=== Exercise ===
Repeat the listing below exactly as given.

=== Exercise data ===

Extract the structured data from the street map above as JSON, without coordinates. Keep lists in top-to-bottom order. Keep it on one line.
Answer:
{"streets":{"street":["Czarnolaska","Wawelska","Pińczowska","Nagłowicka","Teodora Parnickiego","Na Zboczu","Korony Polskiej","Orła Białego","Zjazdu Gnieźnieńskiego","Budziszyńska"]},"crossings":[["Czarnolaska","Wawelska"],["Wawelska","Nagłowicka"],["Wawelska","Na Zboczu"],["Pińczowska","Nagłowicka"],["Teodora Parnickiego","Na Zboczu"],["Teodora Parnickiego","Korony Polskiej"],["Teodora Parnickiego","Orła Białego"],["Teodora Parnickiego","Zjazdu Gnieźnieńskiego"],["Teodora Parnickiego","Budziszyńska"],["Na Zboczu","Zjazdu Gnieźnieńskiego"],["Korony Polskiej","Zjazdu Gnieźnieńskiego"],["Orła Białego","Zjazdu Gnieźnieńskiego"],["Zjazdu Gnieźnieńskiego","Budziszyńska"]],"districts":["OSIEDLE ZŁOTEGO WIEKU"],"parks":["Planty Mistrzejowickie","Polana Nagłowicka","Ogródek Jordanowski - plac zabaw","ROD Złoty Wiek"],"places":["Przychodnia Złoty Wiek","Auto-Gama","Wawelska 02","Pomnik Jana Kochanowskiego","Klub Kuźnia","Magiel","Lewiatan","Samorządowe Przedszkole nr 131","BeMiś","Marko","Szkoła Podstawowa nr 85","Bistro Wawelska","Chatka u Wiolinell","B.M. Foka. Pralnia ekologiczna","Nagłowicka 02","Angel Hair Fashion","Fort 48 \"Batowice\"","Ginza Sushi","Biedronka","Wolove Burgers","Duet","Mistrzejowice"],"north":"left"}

=== Result below ===
Extract the structured data from the street map above as JSON, without coordinates. Keep lists in top-to-bottom order. Keep it on one line.
Answer:
{"streets":{"street":["Czarnolaska","Wawelska","Pińczowska","Nagłowicka","Teodora Parnickiego","Na Zboczu","Korony Polskiej","Orła Białego","Zjazdu Gnieźnieńskiego","Budziszyńska"]},"crossings":[["Czarnolaska","Wawelska"],["Wawelska","Nagłowicka"],["Wawelska","Na Zboczu"],["Pińczowska","Nagłowicka"],["Teodora Parnickiego","Na Zboczu"],["Teodora Parnickiego","Korony Polskiej"],["Teodora Parnickiego","Orła Białego"],["Teodora Parnickiego","Zjazdu Gnieźnieńskiego"],["Teodora Parnickiego","Budziszyńska"],["Na Zboczu","Zjazdu Gnieźnieńskiego"],["Korony Polskiej","Zjazdu Gnieźnieńskiego"],["Orła Białego","Zjazdu Gnieźnieńskiego"],["Zjazdu Gnieźnieńskiego","Budziszyńska"]],"districts":["OSIEDLE ZŁOTEGO WIEKU"],"parks":["Planty Mistrzejowickie","Polana Nagłowicka","Ogródek Jordanowski - plac zabaw","ROD Złoty Wiek"],"places":["Przychodnia Złoty Wiek","Auto-Gama","Wawelska 02","Pomnik Jana Kochanowskiego","Klub Kuźnia","Magiel","Lewiatan","Samorządowe Przedszkole nr 131","BeMiś","Marko","Szkoła Podstawowa nr 85","Bistro Wawelska","Chatka u Wiolinell","B.M. Foka. Pralnia ekologiczna","Nagłowicka 02","Angel Hair Fashion","Fort 48 \"Batowice\"","Ginza Sushi","Biedronka","Wolove Burgers","Duet","Mistrzejowice"],"north":"left"}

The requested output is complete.